Sennheiser is introducing its AVX wireless microphone systems for video cameras at this year’s NAB Show.
AVX operates in the license-free 1.9 GHz frequency range, which can be used in numerous countries worldwide. The compact receiver plugs directly into the camera’s XLR, where it switches on using the phantom powering of the camera and automatically pairs with the transmitter. The system immediately sets the correct audio level, matching it to the camera’s input sensitivity and selects a free frequency. If a source of interference appears, AVX will inaudibly shift to a new frequency.
The system is equipped with adaptive transmitting power, so it always uses the power that is required to maintain a reliable connection between the microphone and the camera receiver.

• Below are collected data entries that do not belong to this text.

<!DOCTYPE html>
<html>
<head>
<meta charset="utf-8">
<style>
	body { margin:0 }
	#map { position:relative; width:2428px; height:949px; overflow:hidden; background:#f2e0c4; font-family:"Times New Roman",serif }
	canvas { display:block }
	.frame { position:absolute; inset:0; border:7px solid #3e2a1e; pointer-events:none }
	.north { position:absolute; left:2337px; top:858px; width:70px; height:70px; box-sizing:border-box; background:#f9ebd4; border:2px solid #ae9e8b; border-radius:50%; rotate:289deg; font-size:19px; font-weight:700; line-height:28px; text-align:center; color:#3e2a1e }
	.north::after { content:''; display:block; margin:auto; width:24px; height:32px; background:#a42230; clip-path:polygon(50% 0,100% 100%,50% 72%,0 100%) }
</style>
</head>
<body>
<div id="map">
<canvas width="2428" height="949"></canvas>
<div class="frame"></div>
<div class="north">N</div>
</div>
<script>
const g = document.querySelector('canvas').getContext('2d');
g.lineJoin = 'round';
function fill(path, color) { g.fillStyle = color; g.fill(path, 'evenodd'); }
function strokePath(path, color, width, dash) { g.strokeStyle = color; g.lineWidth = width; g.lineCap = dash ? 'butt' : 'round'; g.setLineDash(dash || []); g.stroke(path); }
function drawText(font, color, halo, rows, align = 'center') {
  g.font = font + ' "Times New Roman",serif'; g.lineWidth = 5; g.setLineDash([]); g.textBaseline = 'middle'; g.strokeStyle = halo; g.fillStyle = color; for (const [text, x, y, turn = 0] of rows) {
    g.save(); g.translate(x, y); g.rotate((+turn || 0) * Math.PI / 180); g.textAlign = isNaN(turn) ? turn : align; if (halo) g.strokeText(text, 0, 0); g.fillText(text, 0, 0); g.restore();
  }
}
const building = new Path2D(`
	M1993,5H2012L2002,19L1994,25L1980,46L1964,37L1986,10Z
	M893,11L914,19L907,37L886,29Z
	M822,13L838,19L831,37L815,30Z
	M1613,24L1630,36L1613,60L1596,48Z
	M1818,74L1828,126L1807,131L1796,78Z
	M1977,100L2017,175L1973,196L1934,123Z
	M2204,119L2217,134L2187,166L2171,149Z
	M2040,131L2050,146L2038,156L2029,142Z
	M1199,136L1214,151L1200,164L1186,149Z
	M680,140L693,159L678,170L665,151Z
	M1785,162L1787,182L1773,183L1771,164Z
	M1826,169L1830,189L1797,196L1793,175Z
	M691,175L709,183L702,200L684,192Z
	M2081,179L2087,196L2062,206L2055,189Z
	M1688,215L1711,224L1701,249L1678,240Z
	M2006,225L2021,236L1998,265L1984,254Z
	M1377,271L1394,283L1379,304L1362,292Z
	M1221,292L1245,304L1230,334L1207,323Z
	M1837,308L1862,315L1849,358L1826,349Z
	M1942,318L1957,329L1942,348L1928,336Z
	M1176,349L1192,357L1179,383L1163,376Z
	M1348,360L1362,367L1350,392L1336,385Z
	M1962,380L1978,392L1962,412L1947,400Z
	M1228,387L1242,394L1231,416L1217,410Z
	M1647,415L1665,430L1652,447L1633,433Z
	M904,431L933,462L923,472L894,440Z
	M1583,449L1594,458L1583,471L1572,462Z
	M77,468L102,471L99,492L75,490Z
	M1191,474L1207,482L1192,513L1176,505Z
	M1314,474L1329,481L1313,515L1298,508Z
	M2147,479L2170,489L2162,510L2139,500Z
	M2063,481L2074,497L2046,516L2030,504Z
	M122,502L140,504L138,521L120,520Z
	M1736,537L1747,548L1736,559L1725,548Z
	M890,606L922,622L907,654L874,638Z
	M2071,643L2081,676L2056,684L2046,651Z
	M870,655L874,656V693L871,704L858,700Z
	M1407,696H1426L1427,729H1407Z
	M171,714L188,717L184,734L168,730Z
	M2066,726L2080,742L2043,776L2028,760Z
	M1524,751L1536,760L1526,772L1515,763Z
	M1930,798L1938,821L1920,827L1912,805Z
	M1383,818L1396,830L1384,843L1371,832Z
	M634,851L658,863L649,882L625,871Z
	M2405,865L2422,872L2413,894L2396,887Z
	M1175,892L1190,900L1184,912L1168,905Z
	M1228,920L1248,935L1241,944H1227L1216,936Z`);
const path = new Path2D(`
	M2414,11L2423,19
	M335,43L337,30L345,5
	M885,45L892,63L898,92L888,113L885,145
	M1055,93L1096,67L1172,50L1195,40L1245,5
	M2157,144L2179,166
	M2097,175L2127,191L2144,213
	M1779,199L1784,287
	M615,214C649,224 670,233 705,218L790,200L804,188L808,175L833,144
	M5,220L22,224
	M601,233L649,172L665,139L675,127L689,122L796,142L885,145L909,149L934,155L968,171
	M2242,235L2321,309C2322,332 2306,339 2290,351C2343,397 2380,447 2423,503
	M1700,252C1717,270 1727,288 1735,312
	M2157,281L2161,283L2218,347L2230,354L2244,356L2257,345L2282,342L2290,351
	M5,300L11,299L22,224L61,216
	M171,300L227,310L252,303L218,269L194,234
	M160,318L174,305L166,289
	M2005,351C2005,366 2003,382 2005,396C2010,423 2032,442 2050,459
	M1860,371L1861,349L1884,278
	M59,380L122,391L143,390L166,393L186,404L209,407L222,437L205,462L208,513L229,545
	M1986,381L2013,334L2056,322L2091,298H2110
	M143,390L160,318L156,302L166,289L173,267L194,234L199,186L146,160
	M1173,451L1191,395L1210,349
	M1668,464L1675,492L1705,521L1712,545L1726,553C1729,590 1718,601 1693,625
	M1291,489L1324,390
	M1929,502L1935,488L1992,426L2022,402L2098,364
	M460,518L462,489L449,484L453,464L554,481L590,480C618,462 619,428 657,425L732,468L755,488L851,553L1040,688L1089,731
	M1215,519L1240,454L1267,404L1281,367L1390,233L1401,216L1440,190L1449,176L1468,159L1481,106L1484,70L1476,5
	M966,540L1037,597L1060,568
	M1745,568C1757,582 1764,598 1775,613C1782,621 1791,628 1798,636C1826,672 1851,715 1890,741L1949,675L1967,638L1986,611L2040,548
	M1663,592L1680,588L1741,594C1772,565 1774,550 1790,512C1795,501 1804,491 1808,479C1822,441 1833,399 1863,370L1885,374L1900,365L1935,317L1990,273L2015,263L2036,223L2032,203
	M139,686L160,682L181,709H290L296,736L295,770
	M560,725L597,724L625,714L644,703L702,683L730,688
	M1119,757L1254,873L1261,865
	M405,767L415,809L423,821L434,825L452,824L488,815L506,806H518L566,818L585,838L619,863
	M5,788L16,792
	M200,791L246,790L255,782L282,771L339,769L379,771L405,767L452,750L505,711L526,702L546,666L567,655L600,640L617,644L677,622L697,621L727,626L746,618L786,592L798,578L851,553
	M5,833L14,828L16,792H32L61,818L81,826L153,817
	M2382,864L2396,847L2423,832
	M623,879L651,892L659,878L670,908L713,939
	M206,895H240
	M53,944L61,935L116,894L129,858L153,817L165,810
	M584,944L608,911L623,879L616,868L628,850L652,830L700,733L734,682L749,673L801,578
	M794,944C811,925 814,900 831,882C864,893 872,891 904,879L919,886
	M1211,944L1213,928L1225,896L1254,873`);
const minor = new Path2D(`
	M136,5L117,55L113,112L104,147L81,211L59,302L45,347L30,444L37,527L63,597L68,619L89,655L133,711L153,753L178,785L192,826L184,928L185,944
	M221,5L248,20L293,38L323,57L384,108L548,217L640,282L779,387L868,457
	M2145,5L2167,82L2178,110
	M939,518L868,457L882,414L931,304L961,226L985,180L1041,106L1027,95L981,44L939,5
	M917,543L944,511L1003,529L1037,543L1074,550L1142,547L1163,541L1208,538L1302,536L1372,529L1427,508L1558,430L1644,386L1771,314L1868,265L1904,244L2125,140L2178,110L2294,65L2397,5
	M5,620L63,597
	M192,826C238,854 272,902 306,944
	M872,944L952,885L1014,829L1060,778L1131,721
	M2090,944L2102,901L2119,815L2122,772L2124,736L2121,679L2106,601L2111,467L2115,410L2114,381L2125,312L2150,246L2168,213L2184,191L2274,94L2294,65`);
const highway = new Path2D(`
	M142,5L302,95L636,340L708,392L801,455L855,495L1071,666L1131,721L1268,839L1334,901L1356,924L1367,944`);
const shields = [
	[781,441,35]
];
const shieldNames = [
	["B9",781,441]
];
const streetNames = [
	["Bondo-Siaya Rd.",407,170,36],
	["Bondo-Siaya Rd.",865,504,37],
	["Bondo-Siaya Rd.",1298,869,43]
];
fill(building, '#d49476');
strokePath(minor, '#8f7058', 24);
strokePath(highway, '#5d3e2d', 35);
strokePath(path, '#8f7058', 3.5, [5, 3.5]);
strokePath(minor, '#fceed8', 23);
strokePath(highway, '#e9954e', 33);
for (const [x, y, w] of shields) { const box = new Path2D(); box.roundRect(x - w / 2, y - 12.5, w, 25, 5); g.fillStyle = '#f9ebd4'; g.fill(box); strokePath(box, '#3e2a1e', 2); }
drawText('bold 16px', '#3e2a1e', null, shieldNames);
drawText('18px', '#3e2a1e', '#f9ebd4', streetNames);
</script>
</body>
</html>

This not only ensures a stable link, it also reduces battery power consumption – as does the automatic on/off function.
Power is supplied by lithium-ion batteries which can be recharged via a USB port, and for DSLRs with a jack audio input the AVX systems include an XLR-3/mini-jack adapter cable and the mounting accessories needed to attach the receiver to the camera hotshoe.
“Whether you’re a journalist compiling a show report, a professional videographer filming a documentary or an in-house marketing specialist making a product video – AVX gives you the room to concentrate on your creative work”, said Sven Boetcher, portfolio manager broadcast and media at Sennheiser. “No licensing is required, the system automatically selects a suitable transmission frequency and also makes all necessary settings – that’s true ease of use.”
AVX is available in three different sets: with a handheld transmitter (evolution microphone head), with a bodypack transmitter and ME 2 clip-on microphone and in a professional version with a bodypack transmitter and an MKE 2 clip-on microphone.
For the USA, a special combo pack is issued, which includes both a bodypack and a handheld. The microphone head is an MMD 42, the capsule also found on Sennheiser’s MD 42 reporter’s microphone.
All system components, plus additional items such as a handheld transmitter with on/off switch, are available separately so that users can put together their own tailor-made AVX systems.